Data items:
*** Block opens ***

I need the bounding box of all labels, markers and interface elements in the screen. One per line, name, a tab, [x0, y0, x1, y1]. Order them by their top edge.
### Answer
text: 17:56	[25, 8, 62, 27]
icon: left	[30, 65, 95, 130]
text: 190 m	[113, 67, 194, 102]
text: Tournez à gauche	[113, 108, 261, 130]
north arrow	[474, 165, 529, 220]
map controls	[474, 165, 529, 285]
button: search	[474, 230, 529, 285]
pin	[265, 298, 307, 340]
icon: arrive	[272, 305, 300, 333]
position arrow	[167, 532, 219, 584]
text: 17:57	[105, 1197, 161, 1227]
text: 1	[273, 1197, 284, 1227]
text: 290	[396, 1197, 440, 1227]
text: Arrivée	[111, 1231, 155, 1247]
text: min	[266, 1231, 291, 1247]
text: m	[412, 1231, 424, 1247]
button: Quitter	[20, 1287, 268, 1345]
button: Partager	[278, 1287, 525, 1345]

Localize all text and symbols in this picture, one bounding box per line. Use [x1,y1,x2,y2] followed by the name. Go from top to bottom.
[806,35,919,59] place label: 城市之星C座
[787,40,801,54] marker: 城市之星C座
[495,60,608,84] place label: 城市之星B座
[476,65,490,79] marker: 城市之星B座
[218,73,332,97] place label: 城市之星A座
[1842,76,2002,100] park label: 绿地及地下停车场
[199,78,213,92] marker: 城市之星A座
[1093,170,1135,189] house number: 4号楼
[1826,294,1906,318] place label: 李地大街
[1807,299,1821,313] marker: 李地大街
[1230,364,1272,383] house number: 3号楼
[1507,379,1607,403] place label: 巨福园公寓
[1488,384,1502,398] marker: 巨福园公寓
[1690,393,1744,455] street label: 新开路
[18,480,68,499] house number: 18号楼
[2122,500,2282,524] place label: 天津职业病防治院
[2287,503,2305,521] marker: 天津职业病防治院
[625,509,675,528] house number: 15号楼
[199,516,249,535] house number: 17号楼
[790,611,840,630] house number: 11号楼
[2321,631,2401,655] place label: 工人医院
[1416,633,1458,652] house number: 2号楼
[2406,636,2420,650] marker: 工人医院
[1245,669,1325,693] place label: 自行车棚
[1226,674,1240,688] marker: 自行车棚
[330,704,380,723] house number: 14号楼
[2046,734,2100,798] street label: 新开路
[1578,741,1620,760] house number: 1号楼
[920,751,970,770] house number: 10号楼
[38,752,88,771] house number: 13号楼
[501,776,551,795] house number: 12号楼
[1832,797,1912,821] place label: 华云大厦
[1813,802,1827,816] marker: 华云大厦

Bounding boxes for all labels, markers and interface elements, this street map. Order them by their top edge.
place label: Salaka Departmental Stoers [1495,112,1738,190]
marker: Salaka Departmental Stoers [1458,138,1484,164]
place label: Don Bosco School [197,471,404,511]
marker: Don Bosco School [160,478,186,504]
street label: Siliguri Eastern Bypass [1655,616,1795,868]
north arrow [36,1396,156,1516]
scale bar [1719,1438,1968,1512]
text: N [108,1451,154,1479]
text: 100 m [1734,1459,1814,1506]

*** Block closes ***

### Task goal
Above are the entries; return each one exactly.

### Answer to this problem
I need the bounding box of all labels, markers and interface elements in the screen. One per line, name, a tab, [x0, y0, x1, y1]. Order them by their top edge.
### Answer
text: 17:56	[25, 8, 62, 27]
icon: left	[30, 65, 95, 130]
text: 190 m	[113, 67, 194, 102]
text: Tournez à gauche	[113, 108, 261, 130]
north arrow	[474, 165, 529, 220]
map controls	[474, 165, 529, 285]
button: search	[474, 230, 529, 285]
pin	[265, 298, 307, 340]
icon: arrive	[272, 305, 300, 333]
position arrow	[167, 532, 219, 584]
text: 17:57	[105, 1197, 161, 1227]
text: 1	[273, 1197, 284, 1227]
text: 290	[396, 1197, 440, 1227]
text: Arrivée	[111, 1231, 155, 1247]
text: min	[266, 1231, 291, 1247]
text: m	[412, 1231, 424, 1247]
button: Quitter	[20, 1287, 268, 1345]
button: Partager	[278, 1287, 525, 1345]

Localize all text and symbols in this picture, one bounding box per line. Use [x1,y1,x2,y2] followed by the name. Go from top to bottom.
[806,35,919,59] place label: 城市之星C座
[787,40,801,54] marker: 城市之星C座
[495,60,608,84] place label: 城市之星B座
[476,65,490,79] marker: 城市之星B座
[218,73,332,97] place label: 城市之星A座
[1842,76,2002,100] park label: 绿地及地下停车场
[199,78,213,92] marker: 城市之星A座
[1093,170,1135,189] house number: 4号楼
[1826,294,1906,318] place label: 李地大街
[1807,299,1821,313] marker: 李地大街
[1230,364,1272,383] house number: 3号楼
[1507,379,1607,403] place label: 巨福园公寓
[1488,384,1502,398] marker: 巨福园公寓
[1690,393,1744,455] street label: 新开路
[18,480,68,499] house number: 18号楼
[2122,500,2282,524] place label: 天津职业病防治院
[2287,503,2305,521] marker: 天津职业病防治院
[625,509,675,528] house number: 15号楼
[199,516,249,535] house number: 17号楼
[790,611,840,630] house number: 11号楼
[2321,631,2401,655] place label: 工人医院
[1416,633,1458,652] house number: 2号楼
[2406,636,2420,650] marker: 工人医院
[1245,669,1325,693] place label: 自行车棚
[1226,674,1240,688] marker: 自行车棚
[330,704,380,723] house number: 14号楼
[2046,734,2100,798] street label: 新开路
[1578,741,1620,760] house number: 1号楼
[920,751,970,770] house number: 10号楼
[38,752,88,771] house number: 13号楼
[501,776,551,795] house number: 12号楼
[1832,797,1912,821] place label: 华云大厦
[1813,802,1827,816] marker: 华云大厦

Bounding boxes for all labels, markers and interface elements, this street map. Order them by their top edge.
place label: Salaka Departmental Stoers [1495,112,1738,190]
marker: Salaka Departmental Stoers [1458,138,1484,164]
place label: Don Bosco School [197,471,404,511]
marker: Don Bosco School [160,478,186,504]
street label: Siliguri Eastern Bypass [1655,616,1795,868]
north arrow [36,1396,156,1516]
scale bar [1719,1438,1968,1512]
text: N [108,1451,154,1479]
text: 100 m [1734,1459,1814,1506]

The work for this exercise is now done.